Macro name can also be CATCH_USE_STDLIB_MODULE, as in, #2575, but I don't know if Catch2 is interested in really using import std... maybe not! But this proposal here is simpler, it just allows users to choose between its own import std or the current Catch2 #include dependencies.

Reproduction steps
Create some Module.cpp file, with import std, and try to #include catch2, or try to link against it. ODR violations will be reported.

Platform information:

  • OS: Ubuntu Linux
  • Compiler: Clang 19 or GCC 15

Additional context
If necessary, I can do the PR... specially, for the amalgamated hpp file, it would be nice to disable all its header inclusions.

@igormcoelho
Copy link
Contributor Author

@ChrisThrasher

@ChrisThrasher
Copy link
Collaborator

ChrisThrasher commented Apr 8, 2025

I don't know if Catch2 is interested in really using import std... maybe not!
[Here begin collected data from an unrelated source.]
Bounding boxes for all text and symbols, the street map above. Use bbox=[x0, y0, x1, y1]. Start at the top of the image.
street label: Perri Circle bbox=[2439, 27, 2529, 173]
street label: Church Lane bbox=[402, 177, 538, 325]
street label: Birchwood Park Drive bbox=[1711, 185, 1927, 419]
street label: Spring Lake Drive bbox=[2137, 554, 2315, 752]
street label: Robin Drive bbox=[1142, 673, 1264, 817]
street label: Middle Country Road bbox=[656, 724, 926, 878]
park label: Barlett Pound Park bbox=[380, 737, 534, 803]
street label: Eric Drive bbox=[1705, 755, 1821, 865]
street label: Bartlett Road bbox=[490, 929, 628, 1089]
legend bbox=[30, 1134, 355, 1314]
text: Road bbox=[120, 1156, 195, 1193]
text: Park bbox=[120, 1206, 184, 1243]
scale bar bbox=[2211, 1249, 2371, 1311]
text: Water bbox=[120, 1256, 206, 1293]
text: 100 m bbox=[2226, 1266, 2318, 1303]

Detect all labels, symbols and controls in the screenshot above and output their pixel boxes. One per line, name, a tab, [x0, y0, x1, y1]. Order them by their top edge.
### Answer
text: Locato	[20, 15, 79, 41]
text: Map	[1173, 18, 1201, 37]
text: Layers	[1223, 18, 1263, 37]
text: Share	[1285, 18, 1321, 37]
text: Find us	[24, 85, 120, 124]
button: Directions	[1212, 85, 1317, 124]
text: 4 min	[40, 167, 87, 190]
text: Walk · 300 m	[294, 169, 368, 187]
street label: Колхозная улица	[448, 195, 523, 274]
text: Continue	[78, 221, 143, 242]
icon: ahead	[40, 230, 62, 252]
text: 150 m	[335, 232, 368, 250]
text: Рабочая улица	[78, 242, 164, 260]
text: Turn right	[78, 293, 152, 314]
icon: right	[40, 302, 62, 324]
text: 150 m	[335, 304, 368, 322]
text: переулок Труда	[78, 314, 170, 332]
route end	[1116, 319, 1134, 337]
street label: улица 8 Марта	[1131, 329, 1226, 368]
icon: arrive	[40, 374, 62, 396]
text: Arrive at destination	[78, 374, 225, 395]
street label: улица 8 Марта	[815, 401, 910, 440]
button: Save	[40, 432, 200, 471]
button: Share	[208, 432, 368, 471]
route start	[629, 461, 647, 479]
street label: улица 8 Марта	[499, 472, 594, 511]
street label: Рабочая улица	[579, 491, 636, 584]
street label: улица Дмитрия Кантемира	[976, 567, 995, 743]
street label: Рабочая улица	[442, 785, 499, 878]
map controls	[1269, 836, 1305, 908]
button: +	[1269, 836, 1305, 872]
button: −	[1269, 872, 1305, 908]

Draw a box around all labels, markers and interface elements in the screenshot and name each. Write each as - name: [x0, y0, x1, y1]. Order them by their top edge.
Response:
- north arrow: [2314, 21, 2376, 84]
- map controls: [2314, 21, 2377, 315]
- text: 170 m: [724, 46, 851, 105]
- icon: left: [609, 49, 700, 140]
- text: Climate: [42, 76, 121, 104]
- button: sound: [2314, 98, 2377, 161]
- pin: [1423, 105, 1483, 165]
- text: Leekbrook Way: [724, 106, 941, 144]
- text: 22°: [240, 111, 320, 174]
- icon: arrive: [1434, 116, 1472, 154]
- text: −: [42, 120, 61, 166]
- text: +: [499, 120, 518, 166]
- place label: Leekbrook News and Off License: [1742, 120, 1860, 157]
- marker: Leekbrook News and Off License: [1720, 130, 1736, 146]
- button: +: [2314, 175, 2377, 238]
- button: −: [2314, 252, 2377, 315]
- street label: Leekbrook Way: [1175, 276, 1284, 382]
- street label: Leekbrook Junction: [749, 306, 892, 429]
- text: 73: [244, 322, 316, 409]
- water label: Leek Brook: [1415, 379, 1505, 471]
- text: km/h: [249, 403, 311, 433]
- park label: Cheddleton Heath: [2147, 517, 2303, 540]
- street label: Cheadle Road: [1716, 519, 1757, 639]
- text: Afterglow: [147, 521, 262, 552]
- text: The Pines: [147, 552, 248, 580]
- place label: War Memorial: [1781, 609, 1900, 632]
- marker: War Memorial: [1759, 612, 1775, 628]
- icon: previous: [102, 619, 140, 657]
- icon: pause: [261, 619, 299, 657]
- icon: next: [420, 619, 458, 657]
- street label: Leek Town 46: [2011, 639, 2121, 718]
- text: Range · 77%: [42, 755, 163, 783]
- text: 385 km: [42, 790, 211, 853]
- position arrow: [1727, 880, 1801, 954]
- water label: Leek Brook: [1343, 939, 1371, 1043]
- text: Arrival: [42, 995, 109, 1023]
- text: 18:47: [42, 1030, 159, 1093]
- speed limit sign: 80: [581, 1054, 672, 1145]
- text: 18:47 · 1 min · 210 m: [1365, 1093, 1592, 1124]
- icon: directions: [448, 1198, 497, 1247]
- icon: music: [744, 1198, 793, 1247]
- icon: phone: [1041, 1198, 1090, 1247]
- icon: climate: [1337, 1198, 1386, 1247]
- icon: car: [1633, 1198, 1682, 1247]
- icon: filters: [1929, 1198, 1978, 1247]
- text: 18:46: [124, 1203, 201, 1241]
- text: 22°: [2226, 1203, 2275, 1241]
Seeing as that import std; is still a rather cutting edge feature and Catch2 is currently targeting C++14 (with optional C++17 features) and a version of CMake much to old to support any C++20 modules, using import std; is well out of reach for the library.

I certainly want to support those who use import std;. I think it's a lovely feature and don't want Catch2 to prevent its use. However I have to acknowledge that this is ultimately an issue with the implementations which as of the present moment are not shipping what I'd call a production-ready implementation of standard library modules. I'm open to this idea and will keep this issue open, but this is not a change I'm eager to make today. I will revisit this opinion in the future as we can get more real world feedback on C++20 modules and import std; usage in particular.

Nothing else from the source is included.